Meno male che l’oceano c’è
Centri come la Nasa o il corrispettivo europeo, l’ESA, Agence spatiale européenne con sede centrale a Parigi, che coordina 22 Paesi europei e ha uffici a Mosca, Bruxelles, Washingorn, Huston, si avvale di 2 200 persone addetti (esclusi sub-appaltatori e le agenzie nazionali) e può contare su un budget di 5,25 miliardi di euro: sono formidabili complessi che consentono di esplorare il cosmo, la copertura satellitare della Terra con tutti i suoi decisivi contributi al progresso e in un futuro da fantascienza scopriranno nuovi mondi abitabili, pianeti con forme di vita simili o più evolute della nostra.
Detto con il rispetto dovuto, il caso di frammenti della Stazione spaziale cinese che si sono tuffati nel Pacifico dopo quasi duemilacinquecento giorni in orbita, desta una legittima e preoccupante riserva sull’attendibilità delle previsioni che l’astrofisica enuncia.
La Tiangong, così informa la sorveglianza spaziale che fa capo al comando strategico degli Stati Uniti, coordinato con altri Paesi (Italia, Canada, Australia, Francia, Germania, Regno Unito, Giappone e Corea del Sud) ha smentito ogni pronostico sul luogo dove sarebbero finiti i suoi resti, superstiti dell’impatto con l’atmosfera terrestre.

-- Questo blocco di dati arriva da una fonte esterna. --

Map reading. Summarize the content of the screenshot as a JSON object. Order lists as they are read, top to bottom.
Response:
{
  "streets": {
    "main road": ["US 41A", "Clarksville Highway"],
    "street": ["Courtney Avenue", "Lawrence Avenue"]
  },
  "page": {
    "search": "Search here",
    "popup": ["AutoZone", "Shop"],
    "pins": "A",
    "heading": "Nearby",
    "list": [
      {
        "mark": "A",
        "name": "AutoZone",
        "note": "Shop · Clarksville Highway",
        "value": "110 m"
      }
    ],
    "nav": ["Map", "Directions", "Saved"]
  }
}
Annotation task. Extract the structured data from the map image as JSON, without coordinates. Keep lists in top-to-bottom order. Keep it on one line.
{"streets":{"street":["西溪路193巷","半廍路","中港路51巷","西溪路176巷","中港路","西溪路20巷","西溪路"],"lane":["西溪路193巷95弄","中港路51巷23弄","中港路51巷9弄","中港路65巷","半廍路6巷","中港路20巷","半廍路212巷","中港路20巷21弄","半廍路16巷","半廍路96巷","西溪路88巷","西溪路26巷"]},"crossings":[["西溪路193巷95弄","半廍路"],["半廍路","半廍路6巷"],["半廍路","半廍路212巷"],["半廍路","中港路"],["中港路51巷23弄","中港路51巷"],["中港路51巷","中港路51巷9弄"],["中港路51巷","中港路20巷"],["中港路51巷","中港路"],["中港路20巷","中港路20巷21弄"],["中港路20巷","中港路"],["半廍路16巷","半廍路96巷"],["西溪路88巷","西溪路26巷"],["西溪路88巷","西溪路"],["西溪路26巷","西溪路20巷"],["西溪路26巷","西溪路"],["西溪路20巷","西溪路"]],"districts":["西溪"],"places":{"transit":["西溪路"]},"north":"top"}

Tutte vaghe e inattendibili le ipotesi che hanno tenuto in ansia di volta in volta le aree del pianeta più disparate e distanti tra loro decine di migliaia di chilometri.
Confessiamolo, ha creato ansia l’avvertimento di rimanere in casa e possibilmente nei piani bassi degli edifici per difendersi dall’annunciata pioggia di scorie metalliche dell’astronave cinese e non meno le variabili dell’ora ics, indicate per l’impatto con la Terra. Cadrà in America, no, in Europa, tra il parallelo x e y, nel Sud dell’Italia, a mezzanotte, no più tardi perché il relitto ha rallentato e così via, sparando previsioni regolarmente disdette. C’è davvero da preoccuparsi se questa è l’approssimazione dei pronostici spaziali. Dal cosmo piovono meteore e sembra che alcune, se cadute sul nostro pianeta, lo disintegrerebbero. Sono due le incognite da risolvere: saremo in grado di accertare il loro percorso e se dovessimo capire che stanno per piombarci addosso, riusciremmo a dirottarne il cammino?
Un’ultima riflessione merita lo stato dell’atmosfera, satura di spazzatura spaziale, che tra non molto somiglierà molto e in peggio al problema terreno dello smaltimento di rifiuti. Risale a circa sessant’anni l’inizio dell’accumulo di detriti. Ora nello spazio ruotano ventunomila tra satelliti e simili. La nube di scarti ne comprende di pochi centimetri e grandi tonnellate, come gli stadi distaccati dai razzi. La dimensione del problema è racchiusa in questi numeri: 16mila frammenti grandi più di dieci centimetri, 300 milioni di un millimetro. Vagano nello spazio anche oggetti perduti dagli astronauti (guanti, residui di vernice, forbici, una chiave inglese). 1.500 oggetti in orbita pesano un quintale e contribuiscono in notevole misura alle 1900 tonnellate di spazzatura orbitale che abbiamo accumulato sulle nostre teste.
Gran bella cosa il progresso dell’astronautica, gran bel casino le conseguenze della nube di rifiuti spaziali.